PROVIDED DATA:
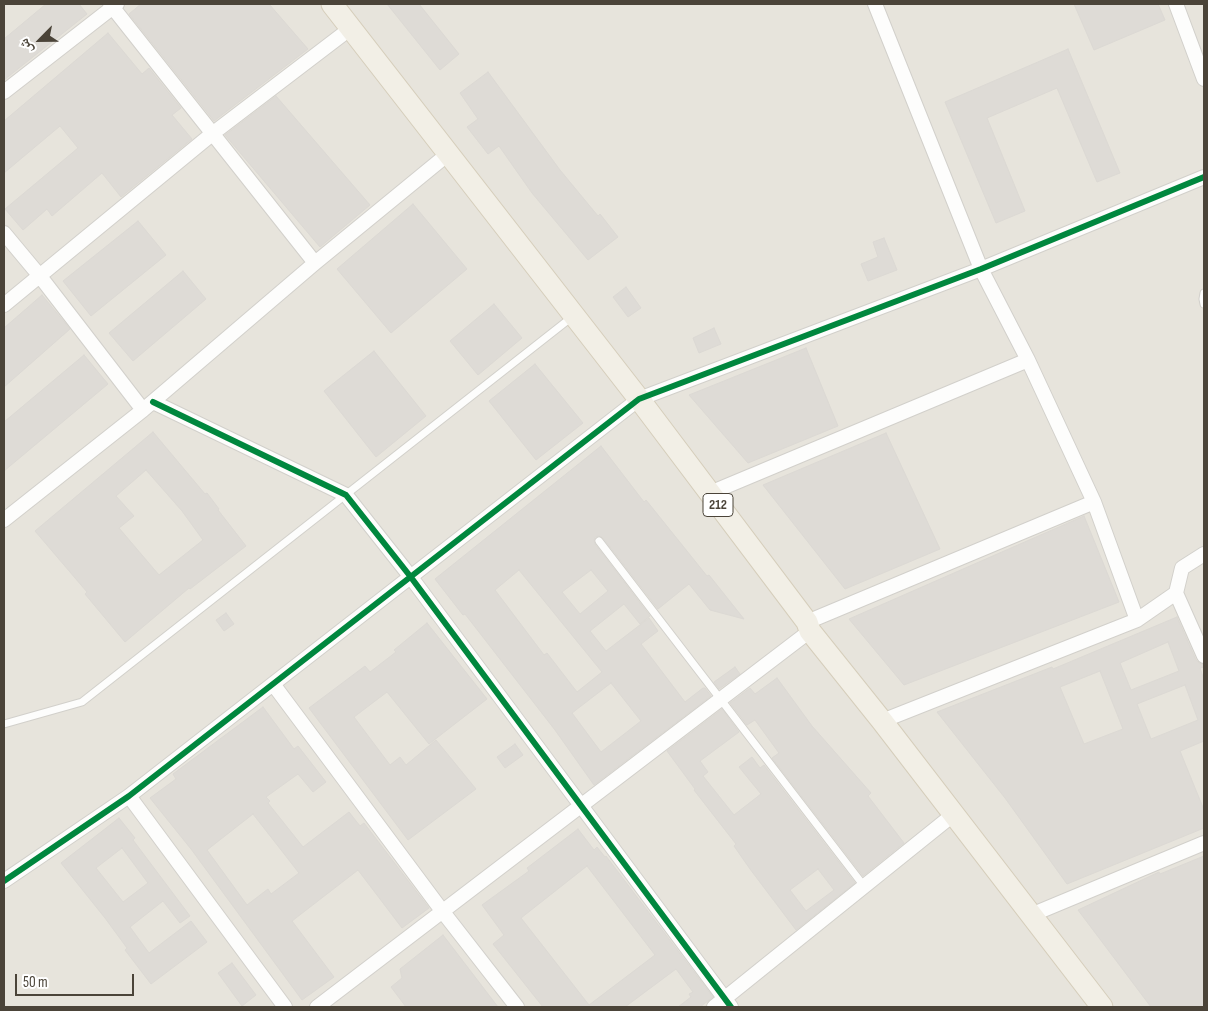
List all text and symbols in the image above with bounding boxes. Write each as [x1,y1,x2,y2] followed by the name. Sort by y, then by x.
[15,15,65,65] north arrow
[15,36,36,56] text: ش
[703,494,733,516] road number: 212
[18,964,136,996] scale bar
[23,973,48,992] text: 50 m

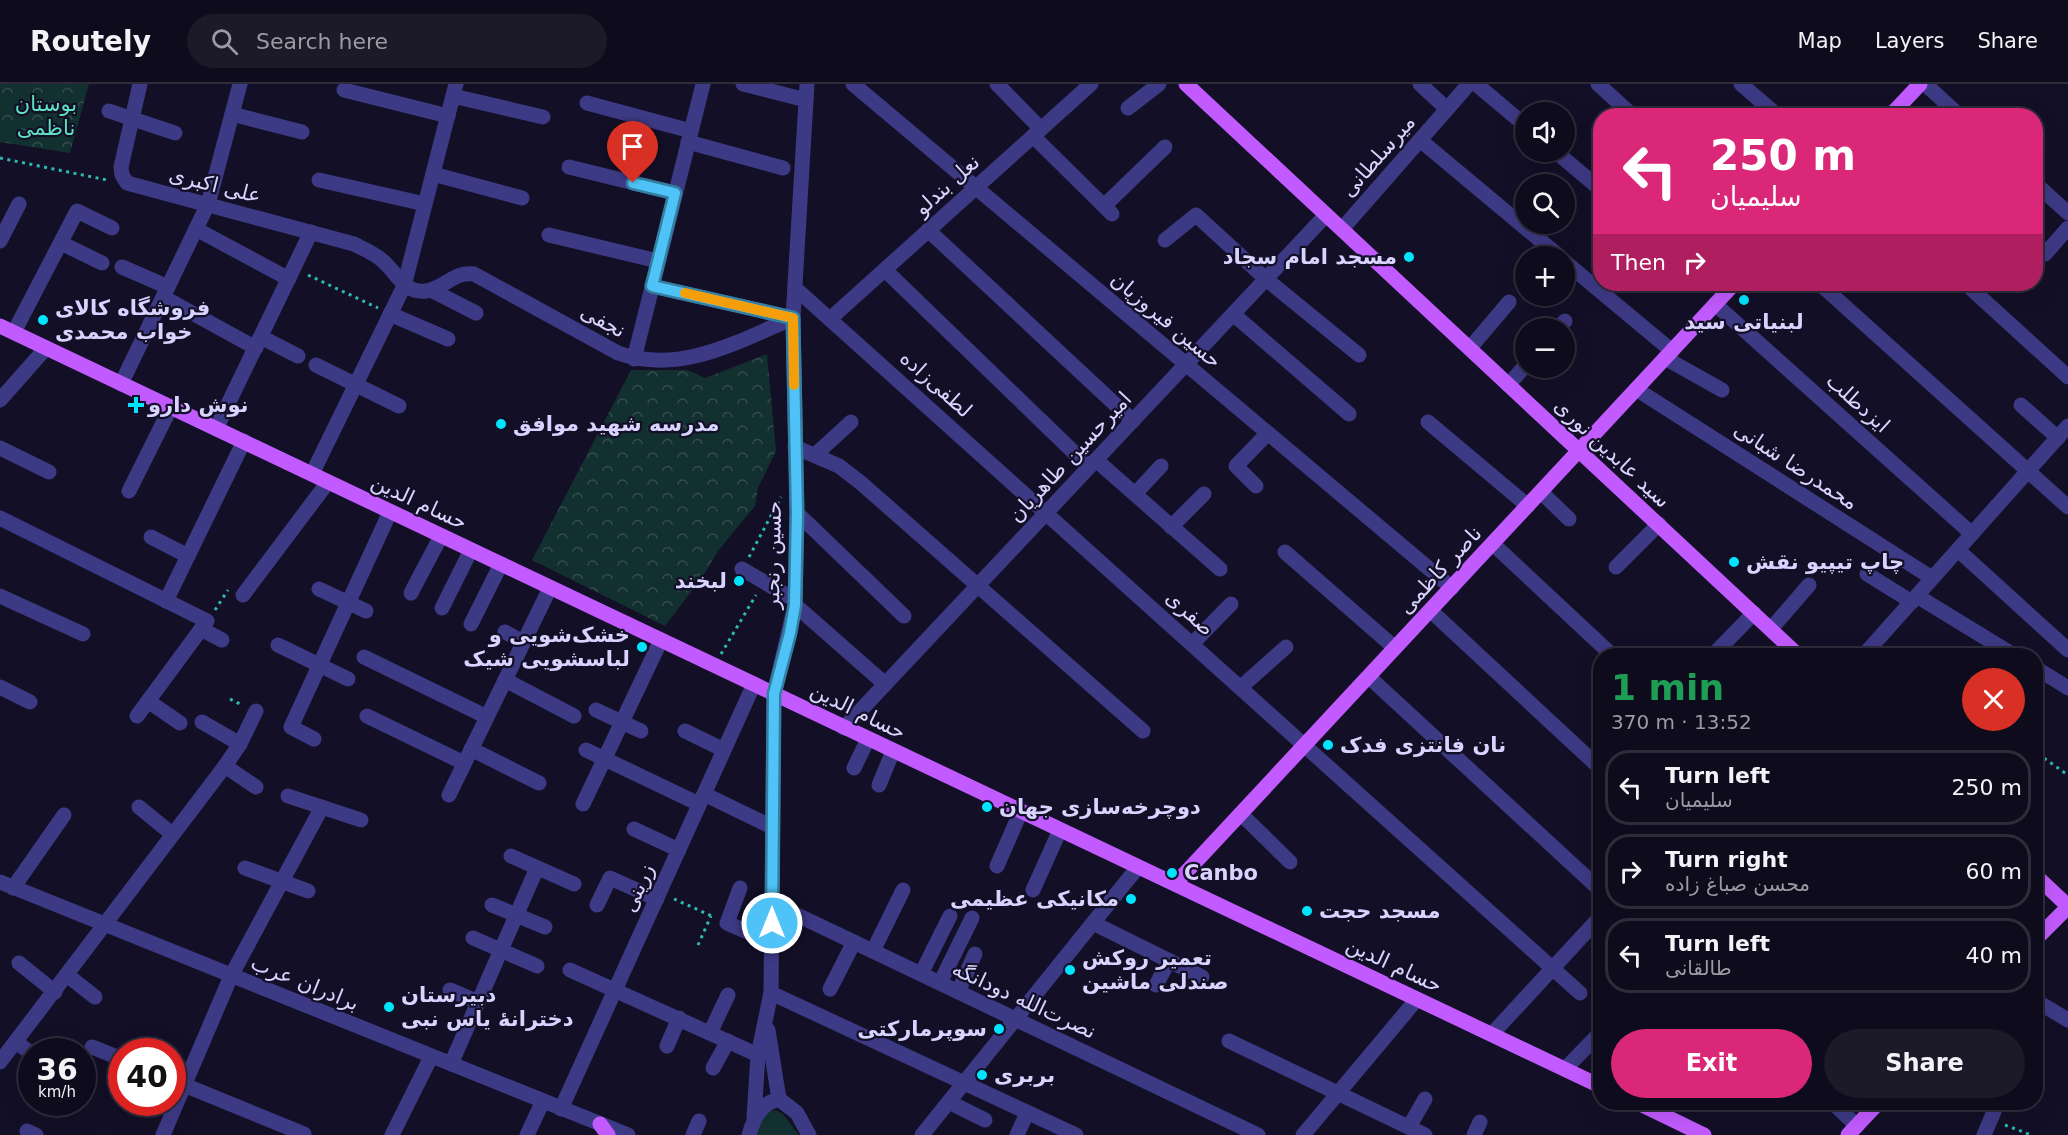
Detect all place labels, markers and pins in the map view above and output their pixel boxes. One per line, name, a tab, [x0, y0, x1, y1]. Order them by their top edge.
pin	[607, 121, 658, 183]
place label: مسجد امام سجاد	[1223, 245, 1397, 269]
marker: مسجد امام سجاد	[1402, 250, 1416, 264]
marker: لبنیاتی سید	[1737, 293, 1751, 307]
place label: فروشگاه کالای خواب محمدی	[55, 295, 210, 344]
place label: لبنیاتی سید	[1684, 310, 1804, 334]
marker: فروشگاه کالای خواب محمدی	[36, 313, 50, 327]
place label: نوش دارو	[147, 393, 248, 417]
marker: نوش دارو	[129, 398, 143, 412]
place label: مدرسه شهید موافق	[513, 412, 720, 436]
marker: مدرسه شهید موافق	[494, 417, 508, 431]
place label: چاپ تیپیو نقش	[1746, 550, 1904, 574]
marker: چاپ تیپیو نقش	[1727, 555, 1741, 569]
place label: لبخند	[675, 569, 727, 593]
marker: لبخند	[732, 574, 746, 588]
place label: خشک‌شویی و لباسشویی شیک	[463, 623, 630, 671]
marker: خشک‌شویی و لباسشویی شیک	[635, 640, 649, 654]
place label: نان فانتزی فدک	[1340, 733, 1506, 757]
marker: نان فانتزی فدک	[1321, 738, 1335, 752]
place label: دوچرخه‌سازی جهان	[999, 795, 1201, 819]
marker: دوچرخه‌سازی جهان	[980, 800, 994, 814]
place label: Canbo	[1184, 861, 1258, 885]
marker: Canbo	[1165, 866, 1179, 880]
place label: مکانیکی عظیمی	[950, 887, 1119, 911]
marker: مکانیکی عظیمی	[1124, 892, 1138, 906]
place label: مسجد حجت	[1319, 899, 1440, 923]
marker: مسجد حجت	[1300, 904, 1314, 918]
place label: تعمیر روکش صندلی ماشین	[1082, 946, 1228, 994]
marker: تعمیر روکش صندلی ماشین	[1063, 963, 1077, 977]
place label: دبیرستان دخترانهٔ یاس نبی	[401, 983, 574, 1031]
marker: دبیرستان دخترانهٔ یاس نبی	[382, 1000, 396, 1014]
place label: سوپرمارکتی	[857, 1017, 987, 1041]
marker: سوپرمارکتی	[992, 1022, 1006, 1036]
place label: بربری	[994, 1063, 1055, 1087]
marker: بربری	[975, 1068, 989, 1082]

...

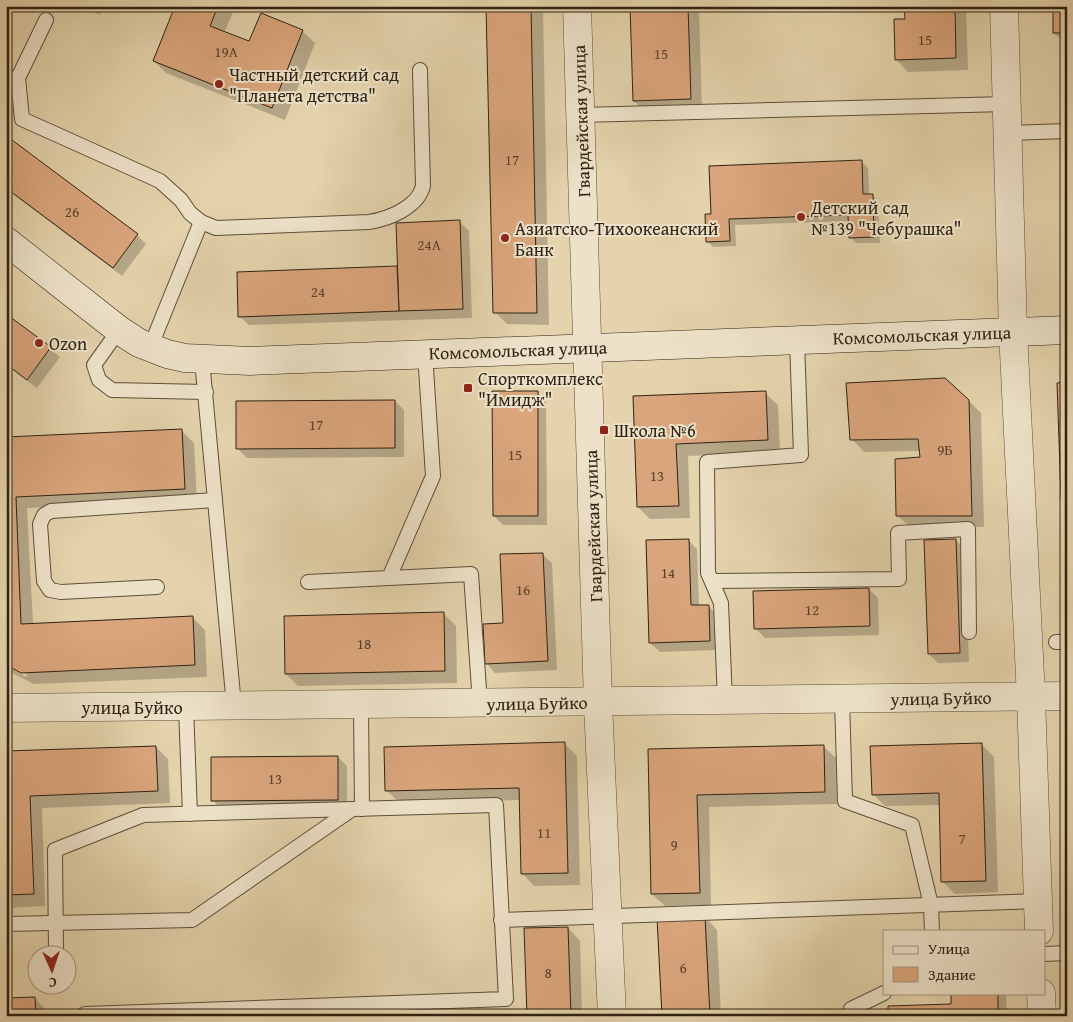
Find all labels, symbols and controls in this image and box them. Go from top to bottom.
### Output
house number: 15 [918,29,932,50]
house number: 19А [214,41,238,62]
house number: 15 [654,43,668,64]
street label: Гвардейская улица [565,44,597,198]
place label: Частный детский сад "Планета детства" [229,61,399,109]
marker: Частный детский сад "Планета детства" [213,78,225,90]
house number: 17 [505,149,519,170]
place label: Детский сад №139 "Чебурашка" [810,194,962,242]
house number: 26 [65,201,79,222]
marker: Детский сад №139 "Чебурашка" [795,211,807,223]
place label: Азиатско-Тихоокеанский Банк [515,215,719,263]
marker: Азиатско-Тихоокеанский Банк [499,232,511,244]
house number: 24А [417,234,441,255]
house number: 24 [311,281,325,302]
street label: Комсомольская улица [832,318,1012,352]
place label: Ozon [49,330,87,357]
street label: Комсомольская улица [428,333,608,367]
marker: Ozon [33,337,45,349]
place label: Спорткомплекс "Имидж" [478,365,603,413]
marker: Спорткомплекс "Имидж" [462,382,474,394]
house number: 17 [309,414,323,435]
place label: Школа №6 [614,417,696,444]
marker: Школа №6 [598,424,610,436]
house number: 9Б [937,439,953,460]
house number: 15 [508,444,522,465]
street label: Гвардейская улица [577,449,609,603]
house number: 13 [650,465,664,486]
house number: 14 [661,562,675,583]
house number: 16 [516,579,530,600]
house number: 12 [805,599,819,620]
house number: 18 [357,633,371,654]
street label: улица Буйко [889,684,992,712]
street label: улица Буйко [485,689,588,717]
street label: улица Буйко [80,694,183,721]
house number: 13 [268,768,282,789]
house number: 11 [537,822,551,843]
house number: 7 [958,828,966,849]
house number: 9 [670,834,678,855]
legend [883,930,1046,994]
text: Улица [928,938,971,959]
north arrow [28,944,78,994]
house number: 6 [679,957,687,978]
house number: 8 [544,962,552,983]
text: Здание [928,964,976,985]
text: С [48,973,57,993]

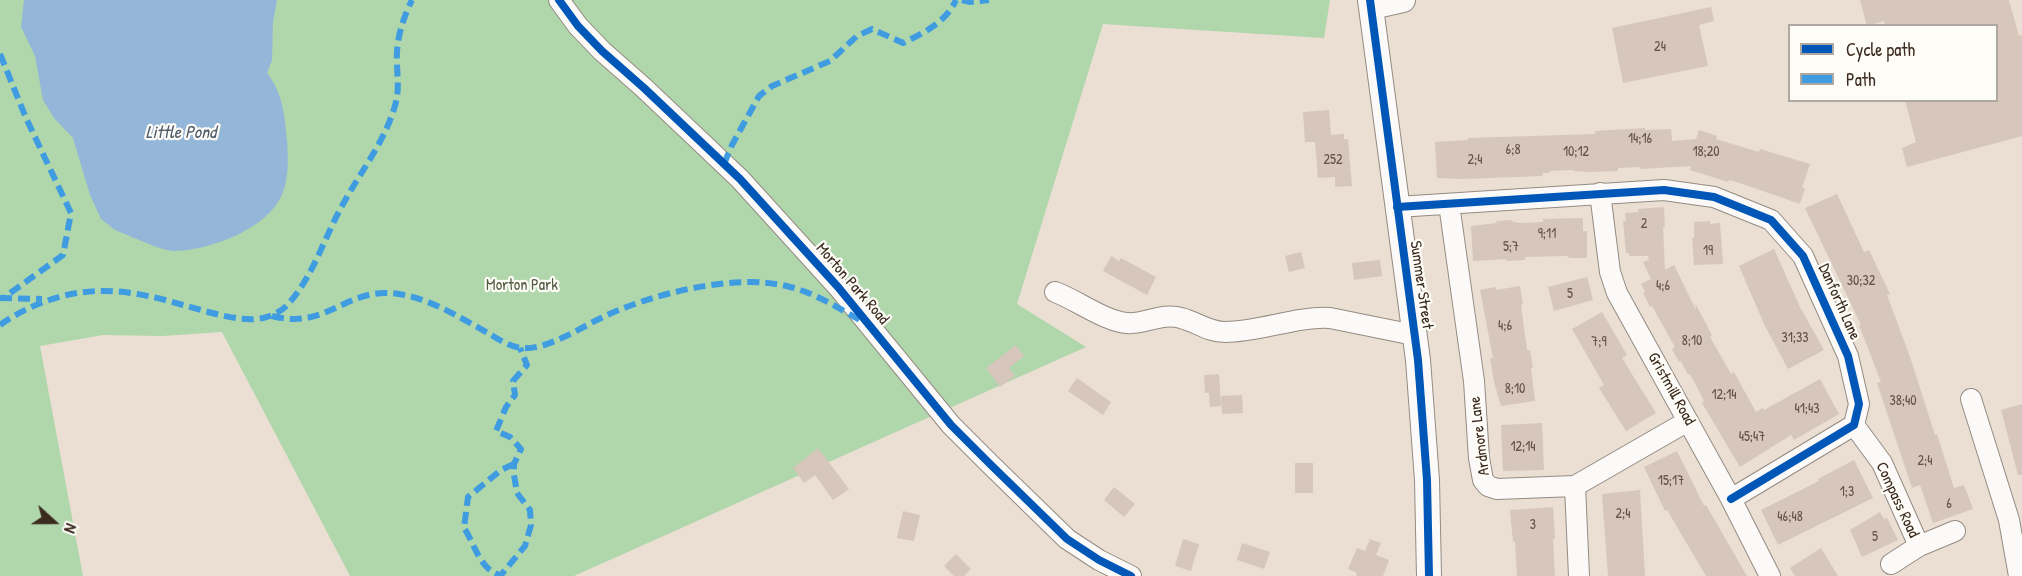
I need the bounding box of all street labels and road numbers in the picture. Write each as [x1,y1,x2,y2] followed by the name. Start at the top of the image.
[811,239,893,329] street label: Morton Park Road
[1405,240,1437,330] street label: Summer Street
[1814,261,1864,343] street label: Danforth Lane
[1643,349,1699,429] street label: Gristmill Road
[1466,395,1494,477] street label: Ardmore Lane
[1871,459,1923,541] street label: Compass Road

TO DO:
In the listing above, find each line where "детства" occurs and copy it.

EXPECTED OUTPUT:
place label: Частный детский сад "Планета детства" [229,61,399,109]
marker: Частный детский сад "Планета детства" [213,78,225,90]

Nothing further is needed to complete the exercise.